BEGIN

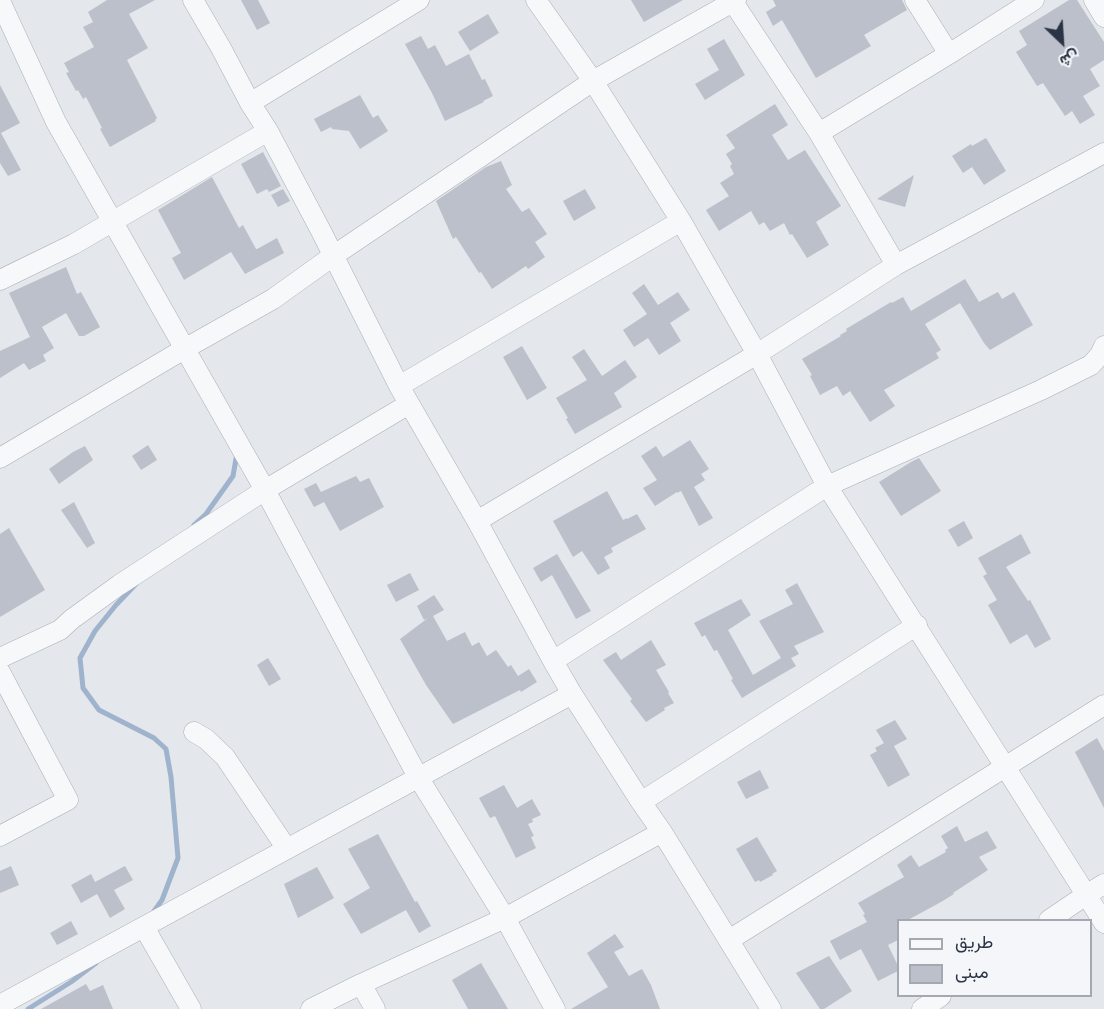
<!DOCTYPE html>
<html>
<head>
<meta charset="utf-8">
<style>
	body { margin:0 }
	#map { position:relative; width:1104px; height:1009px; overflow:hidden; background:#e4e7ec; font-family:"Work Sans",Vazirmatn,sans-serif }
	canvas { display:block }
	.legend { position:absolute; left:897px; top:919px; width:195px; height:78px; box-sizing:border-box; background:#f4f6f9; border:2px solid #a4a8b1; margin:0; padding:8px 10px; list-style:none; font-size:18px; color:#2b3445 }
	.legend li { display:flex; align-items:center; gap:12px; height:30px }
	.legend b { width:30px; border:2px solid #a4a8b1 }
	.north { position:absolute; left:1032px; top:12px; width:60px; height:60px; -webkit-text-stroke:4px #f4f6f9; paint-order:stroke; rotate:155deg; font-size:16px; font-weight:700; line-height:24px; text-align:center; color:#2b3445 }
	.north::after { content:''; display:block; margin:auto; width:21px; height:27px; background:#2b3445; clip-path:polygon(50% 0,100% 100%,50% 72%,0 100%) }
</style>
</head>
<body>
<div id="map">
<canvas width="1104" height="1009"></canvas>
<ul class="legend">
<li><b style="height:8px;background:#f7f8fa"></b>طريق</li>
<li><b style="height:16px;background:#bbc0ca"></b>مبنى</li>
</ul>
<div class="north">ش</div>
</div>
<script>
const ctx = document.querySelector('canvas').getContext('2d');
ctx.lineJoin = 'round';
function strokePath(path, color, width, dash) {
  ctx.strokeStyle = color;
  ctx.lineWidth = width;
  ctx.lineCap = dash ? 'butt' : 'round';
  ctx.setLineDash(dash || []);
  ctx.stroke(path);
}
function paint(path, color) {
  ctx.fillStyle = color;
  ctx.fill(path, 'evenodd');
}
strokePath(new Path2D(`
	M194 525 206 514 233 476 237 453
	M137 583 116 605 95 631 80 658 83 688 99 710 154 738 166 749 171 777 178 858 162 900 152 914
	M28 1009 71 982 96 963`), '#9fb4cc', 5);
paint(new Path2D(`
	M107 0H155L129 14 148 48 127 60 157 118 155 120 156 121 110 147 100 129 102 128 86 97 83 99 78 90 76 91 66 73 69 72 64 63 94 47 83 27 93 22 88 12Z
	M241 0H258L270 23 257 30Z
	M631 0H683L644 22Z
	M773 0H902L907 10 864 35 871 46 816 78 782 20 773 26 766 12 776 6Z
	M1069 0H1077L1104 42V60L1090 69 1100 86 1083 96 1095 115 1080 124 1072 111 1065 116 1043 83 1037 86 1016 52 1027 45 1019 31Z
	M488 14 499 33 470 51 458 32Z
	M421 36 428 49 435 45 446 66 469 54 482 80 485 79 493 96 483 101 484 102 445 121 432 93 405 44Z
	M724 39 745 75 705 100 695 84 719 70 707 49Z
	M0 85 20 123 1 133 21 170 8 176 0 163Z
	M360 95 373 118 378 115 388 131 360 149 349 131 332 129 331 127 321 132 314 119Z
	M775 104 788 125 772 135 788 160 805 150 841 206 816 222 829 245 807 258 792 234 790 235 784 223 770 231 764 222 759 225 751 211 719 231 706 210 729 196 720 183 734 174 730 166 732 164 726 154 735 148 726 135Z
	M986 138 1006 171 984 185 972 167 963 173 952 156 971 144 972 146Z
	M263 152 281 186 269 192 267 189 257 194 241 164Z
	M501 161 512 185 506 189 522 212 529 208 547 234 535 242 545 257 528 269 526 266 492 289 481 272 479 273 456 237 453 239 436 201 486 167Z
	M914 175 905 207 877 199Z
	M212 177 239 228 243 225 256 249H257L277 238 284 253 245 274 231 252 184 280 172 258 181 253 158 210Z
	M283 189 290 201 278 207 271 195Z
	M585 189 596 208 574 221 563 201Z
	M66 267 77 294 81 292 100 327 84 336H79L66 313 42 327 54 348 43 355 46 361 29 370 24 363 0 378V351L30 337 9 293Z
	M965 279 979 302 998 292 1002 299 1014 292 1033 325 990 350 984 343 960 303 925 324 941 350 936 353 939 358 884 390 895 406 870 422 850 391 843 396 837 386 820 395 810 376 812 375 802 359 841 336 840 335 847 331 846 329 891 302 892 303 903 297 911 311Z
	M644 284 658 305 678 292 690 310 670 323 681 341 659 355 648 338 634 347 623 330 647 314 632 293Z
	M522 346 547 388 527 400 503 357Z
	M584 349 602 376 625 360 637 377 614 393 622 407 575 434 566 419 568 418 556 398 587 380 572 357Z
	M690 440 709 469 701 474 705 480 694 487 713 518 699 526 681 491 677 493V492L655 506 643 488 657 480 641 456 656 446 663 457Z
	M148 445 157 460 141 470 132 456Z
	M85 446 93 460 59 484 49 469 73 452Z
	M919 458 941 491 901 516 879 482 911 462Z
	M356 476 360 482 369 478 384 507 340 531 324 502 314 507 304 489 316 483 321 492Z
	M607 491 623 520 627 518V519L637 514 646 529 611 548 613 552 604 557 610 568 598 575 582 551 573 557 553 521Z
	M74 502 95 543 87 548 61 510Z
	M964 521 973 538 958 547 948 530Z
	M9 528 45 590 0 617V534Z
	M1021 534 1031 553 1006 567 1028 601 1030 600 1051 639 1035 648 1027 634 1010 644 988 605 997 600 983 576 987 574 978 558Z
	M557 554 591 611 576 619 552 575 541 582 533 568Z
	M410 573 419 590 396 602 387 585Z
	M797 583 824 632 794 646 799 654 791 658 796 666 760 687 759 685 760 687 742 698 731 680 733 679 717 650 714 651 705 635 702 637 694 623 741 599 751 615 728 630 753 675 781 658 759 621 793 604 785 590Z
	M434 595 444 610 433 616 447 641 465 632 472 646 479 642 487 656 496 650 508 667 511 665 518 676 529 669 537 682 521 692 520 690 453 724 426 685 400 639 428 618 424 620 417 606Z
	M651 640 666 665 656 670 669 692 668 693 674 703 664 708 665 710 646 722 630 701 632 699 603 660 616 652 621 660Z
	M268 658 281 679 269 686 257 665Z
	M895 720 907 739 894 746 910 775 888 787 870 755 877 751 875 748 884 743 876 730Z
	M1097 738 1104 751V808L1075 752Z
	M760 770 769 788 746 799 737 782Z
	M504 785 517 808 532 799 541 815 532 819 533 822 528 824 534 836 531 837 536 848 516 858 495 816 490 818 479 798Z
	M957 826 965 842 987 831 997 848 979 857 988 870 953 893 954 894 941 902 906 921H898V940L888 945 898 966V971L878 981 861 949 840 960 830 941 867 922 863 915 865 914 858 903 904 877 897 865 911 855 919 867 946 852 945 850 948 848 941 836Z
	M378 834 415 902 417 901 431 926 419 933 406 910 361 934 343 904 370 888 348 849Z
	M757 837 777 871 772 874 773 875 760 882 759 880 755 882 736 849Z
	M11 866 19 885 0 893V871Z
	M125 866 133 880 114 890 125 909 110 918 97 894 81 903 71 885 91 874 95 882Z
	M317 867 334 898 298 918 284 884Z
	M71 921 78 934 57 945 50 933Z
	M615 934 624 947 614 952 629 976 642 969 651 985 660 1009H571L608 987 587 953Z
	M829 956 852 991 824 1009H820L796 973Z
	M481 963 508 1009H468L452 980Z
	M86 984 90 991 103 985 113 1009H41Z`), '#bbc0ca');
const minor = new Path2D(`
	M193 0 221 48 250 103 268 131 321 231 399 386 477 521 553 661 572 694 641 802 662 832 771 1009
	M536 0 593 81 681 221 757 354 827 486 1104 923
	M915 0 949 54
	M1094 0 1104 17
	M0 1 56 122 265 490 418 777 505 918 555 1009
	M733 2 819 133 896 265
	M250 103 419 0
	M819 133 949 54 1034 0
	M0 280 74 244 268 131
	M399 386 681 221
	M0 458 186 348 273 299 333 256 593 81 736 0
	M477 521 757 354 896 265 1104 153
	M0 658 60 630 72 619 119 585 265 490 409 404
	M553 661 827 486 1041 390 1091 365 1100 355 1104 346
	M0 672 68 800 0 836
	M194 732 206 739 225 757 287 849
	M641 802 917 625
	M1049 920 1086 895 1104 884
	M144 927 191 1009
	M729 940 1104 705
	M361 984 375 1009
	M0 1005 572 694
	M311 1009 361 984 505 918 662 832
	M922 1009 941 996`);
strokePath(minor, '#a9aeb7', 21);
strokePath(minor, '#f7f8fa', 20);
</script>
</body>
</html>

END

— Task —
Find where the line with "M536 0 593 81" sits in the material above, then copy exactly from it through the line with "M0 458 186 348 273 299 333 256 593 81 736 0". Add no other line.

— Result for this task —
	M536 0 593 81 681 221 757 354 827 486 1104 923
	M915 0 949 54
	M1094 0 1104 17
	M0 1 56 122 265 490 418 777 505 918 555 1009
	M733 2 819 133 896 265
	M250 103 419 0
	M819 133 949 54 1034 0
	M0 280 74 244 268 131
	M399 386 681 221
	M0 458 186 348 273 299 333 256 593 81 736 0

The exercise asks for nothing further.